Said datang kepada Umar bin al-Khatthab di awal khilafahnya, dia berkata, “Wahai Umar, aku berpesan kepadamu agar kamu bertakwa kepada Allah dalam bermuamalah dengan manusiadan jangan takut kepada manusia dengan melakukan kemaksiatan kepada Allah. Janganlah kata-katamu menyelisihi perbuatanmu, karena kata-kata yang baik adalah yang dibenarkan oleh perbuatan. Wahai Umar, perhatikanlah orang-orang yang Allah Ta’ala telah menyerahkan perkara mereka kepadamu, baik mereka dari kalangan kaum muslimin yang dekat maupun yang jauh, cintailah sesuatu yang bermanfaat untuk dirimu dan keluargamu, bencilah sesuatu yang mereka alami, yang kamu pun benci apabila hal itu terjadi kepada dirimu dan keluargamu, hadapilah kesulitan-kesulitan untuk menuju pada kebenaran dan jangan takut celaan orang-orang yang mencela ketika engkau berbuat ketaatan kepada Allah.”

Maka Umar menjawab, “Siapa yang mampu melakukannya wahai Said?”

Said berkata, “Hal itu bisa dilakukan oleh orang-orang sepertimu yang Allah Ta’ala serahi perkara umat Muhammad dan di antara dia dengan Allah tidak terdapat seorang pun.”

Pada saat itu Umar mengundang Said untuk mendukungnya, Umar berkata, “Wahai Said, aku menyerahkan kota Himsh kepadamu.” Maka Said menjawab, “Wahai Umar, dengan nama Allah aku memohon kepadamu agar mencoret namaku.”

Maka Umar marah, dia berkata, “Celaka kalian, kalian meletakkan perkara ini di pundakku kemudian kalian berlari dariku. Demi Allah, aku tidak akan membiarkanmu.”

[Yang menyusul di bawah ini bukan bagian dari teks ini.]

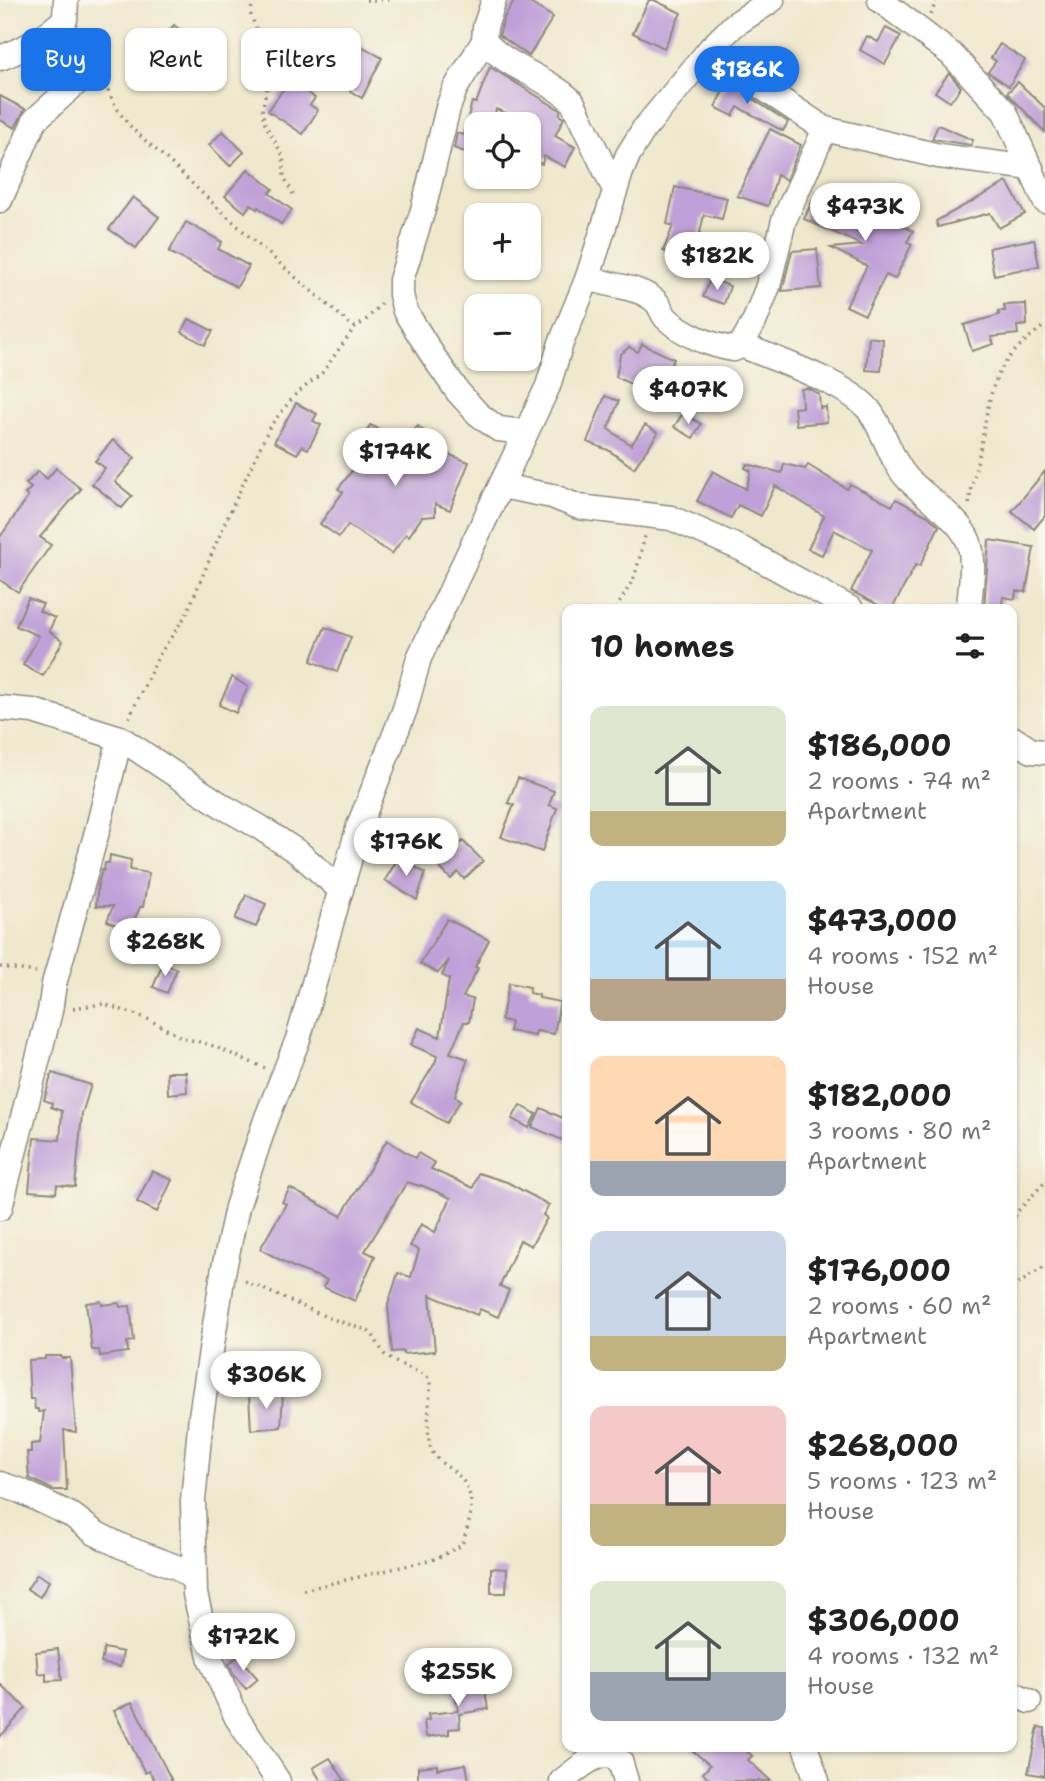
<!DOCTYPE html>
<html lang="en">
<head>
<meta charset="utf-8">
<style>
  :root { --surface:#fff; --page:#f6f6f6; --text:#222; --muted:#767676; --accent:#1a73e8 }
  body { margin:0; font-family:"Shantell Sans",sans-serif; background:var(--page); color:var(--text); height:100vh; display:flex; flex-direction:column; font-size:26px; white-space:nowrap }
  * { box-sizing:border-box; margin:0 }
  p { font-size:23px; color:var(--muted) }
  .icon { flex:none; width:38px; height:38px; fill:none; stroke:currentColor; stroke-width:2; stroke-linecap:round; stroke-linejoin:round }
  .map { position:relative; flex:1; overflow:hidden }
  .details { position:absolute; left:562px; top:604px; width:455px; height:1148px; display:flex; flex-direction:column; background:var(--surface); border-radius:14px; box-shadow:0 2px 5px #0004 }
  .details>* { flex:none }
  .hud { position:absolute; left:21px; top:28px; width:436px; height:63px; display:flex; gap:14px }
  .buttons { position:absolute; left:464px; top:112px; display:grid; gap:14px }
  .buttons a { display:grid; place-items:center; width:77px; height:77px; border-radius:14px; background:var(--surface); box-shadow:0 2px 5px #0004; font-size:35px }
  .price { position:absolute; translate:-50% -60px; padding:0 16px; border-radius:24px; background:#fff; color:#222; font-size:23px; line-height:46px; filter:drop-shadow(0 2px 4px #0008) }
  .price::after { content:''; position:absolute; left:50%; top:42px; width:21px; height:16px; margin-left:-10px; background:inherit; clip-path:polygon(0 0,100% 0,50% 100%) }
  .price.on { background:var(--accent); color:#fff }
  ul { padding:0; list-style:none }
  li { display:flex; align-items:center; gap:21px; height:175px; padding:0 28px }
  li span { display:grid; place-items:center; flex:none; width:196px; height:140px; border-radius:14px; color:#555 }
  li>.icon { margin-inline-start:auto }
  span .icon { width:84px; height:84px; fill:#fffc; stroke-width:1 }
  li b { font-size:30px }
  h2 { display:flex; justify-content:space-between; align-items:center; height:84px; padding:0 28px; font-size:30px }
  .tag { padding:0 24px; border-radius:14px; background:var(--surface); box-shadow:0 2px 5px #0004; font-size:24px; line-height:63px }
  .tag.on { background:var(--accent); color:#fff }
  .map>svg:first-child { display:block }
</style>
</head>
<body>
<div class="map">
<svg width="1045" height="1781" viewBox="0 0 1045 1781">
  <rect width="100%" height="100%" fill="#fbf7ec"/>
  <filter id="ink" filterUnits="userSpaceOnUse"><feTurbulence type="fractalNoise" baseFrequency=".0143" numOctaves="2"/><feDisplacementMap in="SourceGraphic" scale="14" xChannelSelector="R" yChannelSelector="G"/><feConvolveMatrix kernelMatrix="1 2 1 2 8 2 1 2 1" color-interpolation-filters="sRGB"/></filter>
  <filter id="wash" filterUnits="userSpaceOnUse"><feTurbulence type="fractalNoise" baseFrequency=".00686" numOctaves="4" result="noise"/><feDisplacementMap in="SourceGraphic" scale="28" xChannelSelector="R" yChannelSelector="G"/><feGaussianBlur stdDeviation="1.57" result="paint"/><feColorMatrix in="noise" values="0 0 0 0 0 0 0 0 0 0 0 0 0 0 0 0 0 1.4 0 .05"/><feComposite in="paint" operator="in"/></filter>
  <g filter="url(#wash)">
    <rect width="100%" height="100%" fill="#efe8cd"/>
    <g id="blocks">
      <!-- building -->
      <g fill="#c0a0d8">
        <polygon points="515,0 525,0 553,17 529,56 499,35 504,18"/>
        <polygon points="649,0 654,0 681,13 664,48 633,33"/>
        <polygon points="174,25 206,51 187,74 155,48"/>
        <polygon points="886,28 901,36 885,64 860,50 867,36 878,42"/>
        <polygon points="358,44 382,58 362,98 335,82"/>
        <polygon points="1000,44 1025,60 1009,86 988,72 996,61 991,58"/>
        <polygon points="490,67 560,110 560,116 564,118 555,136 575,147 565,167 544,156 542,164 528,160 528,122 496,109 492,124 476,124 476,156 454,148 457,133 463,135 472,102 476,103"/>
        <polygon points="949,73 961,87 950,102 935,92"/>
        <polygon points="289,81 315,98 310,105 318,110 303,134 268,111"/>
        <polygon points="728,81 744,89 745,94 788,122 783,131 738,107 733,116 715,107"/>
        <polygon points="1018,82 1045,108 1045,132 1007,93"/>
        <polygon points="0,96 25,109 15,128 0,120"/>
        <polygon points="938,125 973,140 971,145 932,139"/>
        <polygon points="770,129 801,145 786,180 777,175 768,206 737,196"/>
        <polygon points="223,131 244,152 230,166 209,145"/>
        <polygon points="248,169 273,189 269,193 292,210 281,224 258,207 257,209 251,204 245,212 225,196"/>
        <polygon points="1007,182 1025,214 999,228 990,213 938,227 936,221"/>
        <polygon points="675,187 727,198 722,219 704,215 697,245 717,254 710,271 663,251 673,226 667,224"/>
        <polygon points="816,193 858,212 859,210 870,215 869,201 887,199 889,219 913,231 907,242 912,244 895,279 886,275 865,315 846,306 867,266 831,248 862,245 804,219"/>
        <polygon points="133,197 159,217 136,248 109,229"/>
        <polygon points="186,222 222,242 218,249 249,266 237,287 169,252"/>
        <polygon points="1034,239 1039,266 994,275 989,248"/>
        <polygon points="817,249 821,288 782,291 792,251"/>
        <polygon points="710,279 730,286 724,304 703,297"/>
        <polygon points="1026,304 1027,325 1017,326 1018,334 991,337 994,344 972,351 964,325 999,315 999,311 1005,311 1004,305"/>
        <polygon points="189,319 213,331 205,345 182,332"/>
        <polygon points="869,337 883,339 881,371 866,370"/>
        <polygon points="642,344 674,359 661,388 650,383 648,386 639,382 637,387 616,377 620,355 629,347 638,352"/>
        <polygon points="808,388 819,394 820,408 826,407 827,422 796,425 794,408 802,407 801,389"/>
        <polygon points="605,396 619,401 608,429 631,445 645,425 658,433 634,468 608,450 587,442"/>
        <polygon points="296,403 317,414 313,421 321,425 308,449 302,446 297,454 274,442"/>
        <polygon points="683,413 701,424 693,438 674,427"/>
        <polygon points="370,425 404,441 418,426 435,441 429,447 469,462 450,510 435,504 435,516 422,517 409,536 406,534 392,554 348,525 339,537 320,524 343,492 338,489 358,463 368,443 362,441"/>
        <polygon points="113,440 135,458 115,482 132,496 122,508 92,484 105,468 95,461"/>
        <polygon points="747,464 782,473 784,464 805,469 808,465 847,489 850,484 892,506 896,499 928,516 939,526 920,566 916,564 892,609 886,609 851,591 872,550 834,530 822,555 808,549 824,516 784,491 775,486 761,516 738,505 731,518 697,501 713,471 746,489 751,471 745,468"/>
        <polygon points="56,468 81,489 40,537 51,545 18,592 0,580 0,537 28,497 25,494 31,488 26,484 38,471 47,479"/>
        <polygon points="1045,471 1045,516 1034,529 1012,511"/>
        <polygon points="989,540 1034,547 1026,592 1016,591 1015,599 1003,597 1001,609 984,609"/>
        <polygon points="28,598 43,604 39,611 55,618 49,631 63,641 43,676 23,665 39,636 16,626"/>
        <polygon points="325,627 351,637 337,672 311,661"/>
        <polygon points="232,677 248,687 236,713 219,705"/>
        <polygon points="518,778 554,791 549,805 557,808 542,852 501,837 514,805 508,803"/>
        <polygon points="463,841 483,861 464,879 458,872 451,879 437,865"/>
        <polygon points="110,855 131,860 130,870 149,873 143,907 140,907 130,930 107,921 113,906 96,906 98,884 102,870 104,870 105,863 109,863"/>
        <polygon points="399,857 425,873 417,900 385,880"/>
        <polygon points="246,895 266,904 256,927 235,919"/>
        <polygon points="447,919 489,940 475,967 478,968 463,997 473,999 469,1022 464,1022 450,1053 468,1059 455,1096 461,1100 446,1123 411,1102 435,1063 437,1056 411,1045 419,1028 440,1037 449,979 442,975 449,960 438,973 420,964"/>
        <polygon points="163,963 177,969 167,993 153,987"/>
        <polygon points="509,983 530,987 529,993 539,995 539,998 560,1002 554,1034 536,1031 535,1036 509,1031 511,1022 501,1020"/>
        <polygon points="167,1072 186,1072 187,1092 168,1094"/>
        <polygon points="52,1073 91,1085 82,1114 75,1187 57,1185 56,1193 29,1191 34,1138 60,1140 62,1111 51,1107 52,1103 44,1100"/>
        <polygon points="520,1105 536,1114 529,1128 512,1119"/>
        <polygon points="541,1108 567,1120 567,1142 532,1127"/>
        <polygon points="387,1140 415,1158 418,1153 435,1163 431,1169 473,1188 478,1173 507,1182 549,1205 543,1215 547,1218 531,1246 520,1240 500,1286 509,1290 498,1317 480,1309 477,1315 430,1295 435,1351 403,1354 403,1351 392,1352 388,1305 398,1273 411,1277 419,1250 410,1246 421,1224 435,1232 451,1198 421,1185 420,1186 407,1182 365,1251 375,1256 355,1301 323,1287 327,1280 295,1268 260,1249 286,1204 282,1202 290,1188 341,1216"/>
        <polygon points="152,1171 172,1180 157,1212 137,1202"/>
        <polygon points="101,1301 102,1305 119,1303 120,1307 130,1306 134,1341 127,1342 128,1352 100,1356 99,1350 92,1350 86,1303"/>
        <polygon points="45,1356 61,1356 62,1358 70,1358 76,1432 64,1430 67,1490 53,1490 29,1478 27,1452 31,1452 31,1444 40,1443 44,1411 38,1412 38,1409 35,1409 34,1399 30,1399 28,1360 45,1359"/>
        <polygon points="283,1393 281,1427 251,1430 249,1396"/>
        <polygon points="491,1568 507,1569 506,1593 491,1593"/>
        <polygon points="37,1574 49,1581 40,1597 27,1589"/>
        <polygon points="104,1648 123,1652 120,1667 101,1663"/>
        <polygon points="58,1649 62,1680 46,1681 46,1673 38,1674 36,1652"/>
        <polygon points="238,1656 258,1679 246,1689 234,1675 229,1664"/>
        <polygon points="483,1679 488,1709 459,1714 460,1728 449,1729 449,1734 426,1737 424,1721 429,1720 428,1714 458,1711 453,1684"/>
        <polygon points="0,1684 26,1708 0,1737"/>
        <polygon points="132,1702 172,1781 155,1781 149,1771 145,1773 114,1711"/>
        <polygon points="1038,1727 1045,1728 1045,1776 1028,1773"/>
        <polygon points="687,1746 742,1746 752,1756 748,1760 771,1781 711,1781 703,1773 710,1765"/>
        <polygon points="330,1758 345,1781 321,1781 313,1768"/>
        <polygon points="466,1764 469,1781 418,1781 418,1767 437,1765 437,1769"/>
      </g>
    </g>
  </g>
  <g filter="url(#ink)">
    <use href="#blocks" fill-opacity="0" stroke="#8d8a7c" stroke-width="2"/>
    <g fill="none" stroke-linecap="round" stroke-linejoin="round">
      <!-- minor casing -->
      <g stroke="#8d8a7c" stroke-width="27">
        <g id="minor">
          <path d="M 494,0 L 485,27 L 484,41 C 509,69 545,76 572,101 L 615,190"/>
          <polyline points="880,0 951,54 1005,112 1045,201"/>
          <polyline points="484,41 455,89 448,108 423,210 401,280 401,295 405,311 433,356 458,392 478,414 498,429 526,432"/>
          <polyline points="711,48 739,63 763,88 825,129 939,156 1031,168"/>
          <path d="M 0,58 C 25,49 46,37 65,19 L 66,0"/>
          <polyline points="0,200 35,120 76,83 97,71"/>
          <path d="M 588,277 C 608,287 636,285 654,300 C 660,304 661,312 666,318 C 683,334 711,346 734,349 L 741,345 L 755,320 L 768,286 L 784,220 L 825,129"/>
          <path d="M 741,345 C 774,359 847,383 869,410 C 885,431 890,460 908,479 C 924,496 959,518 968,540 C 976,560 970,588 969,609"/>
          <polyline points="501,486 552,496 579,507 671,518 742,549 851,609"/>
          <polyline points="0,708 33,711 120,738 224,807 258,826 299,853 341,890"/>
          <polyline points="1012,738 1032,751 1045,752"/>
          <polyline points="0,1208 50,1011 54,984 98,828 120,738"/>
          <polyline points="0,1484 21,1491 73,1516 95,1533 121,1546 179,1568 193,1579"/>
          <polyline points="1012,1693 1029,1701"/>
          <polyline points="805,1746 817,1781"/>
          <polyline points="278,1781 237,1718 211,1660 195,1594 193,1501 201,1416 223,1273 237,1207 266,1120 298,1039 359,826 405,709 419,658 548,386 561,343 588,277 621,172 628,155 644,129 711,48 734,25 772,0"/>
          <path d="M 562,1781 C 577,1770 602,1744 620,1761 L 626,1781"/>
        </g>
      </g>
      <!-- path -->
      <g stroke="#8d8a7c" stroke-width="3.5" stroke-dasharray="2 5" stroke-linecap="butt">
        <polyline points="252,0 251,15 266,57 268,81 262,111 265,124 283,156 284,177 293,194"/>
        <polyline points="366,0 389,0"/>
        <polyline points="931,15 936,0"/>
        <polyline points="72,38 86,54"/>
        <path d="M 108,90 C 124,129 145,138 174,166 C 230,221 289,272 349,323 L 355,327 L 364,322 L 382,303"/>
        <path d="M 969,504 C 972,482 978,461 982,440 C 992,381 995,362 1045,325"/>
        <polyline points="616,609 635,576 645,536"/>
        <polyline points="129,718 159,655 186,615 224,525 270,426 295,395 322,373 355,327"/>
        <polyline points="0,967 36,972"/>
        <polyline points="73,1008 103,1004 122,1010 146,1018 183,1038 208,1044 265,1068"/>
        <polyline points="1012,1223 1017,1212 1045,1182"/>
        <path d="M 245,1281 L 329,1318 L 367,1330 L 374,1337 L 384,1354 L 393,1361 L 427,1376 L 430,1384 C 430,1402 426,1429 430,1445 C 433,1458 442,1463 452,1470 C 479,1490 472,1516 462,1545 L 435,1559 L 299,1591"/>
        <polyline points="1012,1288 1045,1266"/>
      </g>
      <!-- minor -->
      <use href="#minor" stroke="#fff" stroke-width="24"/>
    </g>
  </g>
</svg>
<div class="buttons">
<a><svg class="icon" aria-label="locate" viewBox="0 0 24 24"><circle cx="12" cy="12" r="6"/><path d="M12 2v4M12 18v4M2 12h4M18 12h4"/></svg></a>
<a>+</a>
<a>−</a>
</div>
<b class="price on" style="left:747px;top:106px">$186K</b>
<b class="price" style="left:865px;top:243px">$473K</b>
<b class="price" style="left:717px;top:292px">$182K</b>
<b class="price" style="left:688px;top:426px">$407K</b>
<b class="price" style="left:395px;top:488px">$174K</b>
<b class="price" style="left:406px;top:878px">$176K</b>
<b class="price" style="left:165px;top:978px">$268K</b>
<b class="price" style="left:266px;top:1411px">$306K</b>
<b class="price" style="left:243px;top:1673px">$172K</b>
<b class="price" style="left:458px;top:1708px">$255K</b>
<div class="hud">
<a class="tag on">Buy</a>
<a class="tag">Rent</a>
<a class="tag">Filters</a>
</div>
<section class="details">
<h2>10 homes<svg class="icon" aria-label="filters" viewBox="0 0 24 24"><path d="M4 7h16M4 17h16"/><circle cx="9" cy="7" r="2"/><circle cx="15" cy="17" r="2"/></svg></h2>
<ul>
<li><span style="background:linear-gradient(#dfe7d0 75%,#c2b280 0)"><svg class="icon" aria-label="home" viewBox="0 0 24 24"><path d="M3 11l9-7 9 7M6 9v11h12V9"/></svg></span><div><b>$186,000</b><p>2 rooms · 74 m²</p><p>Apartment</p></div></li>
<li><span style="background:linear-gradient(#bfe0f5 70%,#b9a48a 0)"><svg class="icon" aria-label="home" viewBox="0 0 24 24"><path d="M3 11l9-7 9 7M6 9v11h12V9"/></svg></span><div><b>$473,000</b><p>4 rooms · 152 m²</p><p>House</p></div></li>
<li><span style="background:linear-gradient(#ffd9b3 75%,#9aa5b1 0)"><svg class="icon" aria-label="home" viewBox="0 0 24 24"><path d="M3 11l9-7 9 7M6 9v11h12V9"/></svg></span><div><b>$182,000</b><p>3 rooms · 80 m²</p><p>Apartment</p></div></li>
<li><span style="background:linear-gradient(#c9d6e8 75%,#c2b280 0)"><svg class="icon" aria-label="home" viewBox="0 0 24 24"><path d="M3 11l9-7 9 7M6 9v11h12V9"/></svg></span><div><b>$176,000</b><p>2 rooms · 60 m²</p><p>Apartment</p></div></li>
<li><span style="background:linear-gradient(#f6c9c9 70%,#c2b280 0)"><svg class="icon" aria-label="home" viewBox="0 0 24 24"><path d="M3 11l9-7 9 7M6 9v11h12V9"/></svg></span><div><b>$268,000</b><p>5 rooms · 123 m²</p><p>House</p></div></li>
<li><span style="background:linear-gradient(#dfe7d0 65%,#9aa5b1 0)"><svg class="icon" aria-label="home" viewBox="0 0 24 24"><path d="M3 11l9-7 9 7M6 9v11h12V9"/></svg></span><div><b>$306,000</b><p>4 rooms · 132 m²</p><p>House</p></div></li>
</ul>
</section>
</div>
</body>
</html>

Umar mengangkat Said sebagai gubernur Himsh, Umar bertanya kepadanya, “Aku akan mentapkan gaji untukmu.”

Said menjawab, “Apa yang aku lakukan dengan gaji itu wahai Amirul Mukminin? Pemberian dari baitul maal kepadaku melebihi kebutuhanku.” Said pun berangkat ke Himsh menunaikan tugasnya.

Tidak lama berselang, Amirul Mukminin Umar bin Khatthab didatangi oleh orang-orang yang bisa dipercaya dari penduduk Himsh, Umar berkata kepada mereka, “Tulislah nama penduduk miskin dari Himsh agar aku bisa membantu mereka.”

Mereka menulis dalam sebuah lembaran, di dalamnya tercantum nama fulan dan fulan serta Said bin Amir.

Umar bertanya, “Siapa Said bin Amir?”

Mereka menjawab, “Gubernur kami.”

Umar menegaskan, “Gubernur kalian miskin?”

Mereka menjawab, “Benar di rumahnya tidak pernah dinyalakan api dalam waktu yang cukup lama.”

Maka Umar menangis hingga air matanya membasahi janggutnya, kemudia dia mengambil seribu dinar dan memasukkannya ke dalam sebuah kantong. Umar berkata, “Sampaikan salamku kepadanya dan katakana kepadanya bahwa Amirul Mukminin mengirimkan harta ini agar kamu bisa menggunakannya untuk memenuhi kebutuhanmu.”

Delegasi pun pulang dan mendatangi rumah Said dengan menyerahkan kantong dari Umar bin Khatthab. Said melihatnya dan ternyata isinya adalah dinar, maka dia menyingkirkannya seraya berkata, “Inna lillahi wa inna ilaihi raji’un.” Seolah-olah Said sedang ditimpa musibah besar atau perkara berat.

Istrinya datang tergopoh-gopoh dengan penuh kecemasan, dia berkata, “Apa yang terjadi wahai Said? Apakah Amirul Mukimin wafat?”

Said menjawab, “Lebih besar dari itu.”

Istrinya bertanya, “Aa yang lebih besar ?”

Said menjawab, “Dunia datang kepadaku untuk merusak akhiratku, sebuat fitnah telah menerpa rumahku.”

Istrinya berkata, “Engkau harus berlepas diri darinya,” Dia belum mengerti apa pun terkait dengan perkara dinar tersebut.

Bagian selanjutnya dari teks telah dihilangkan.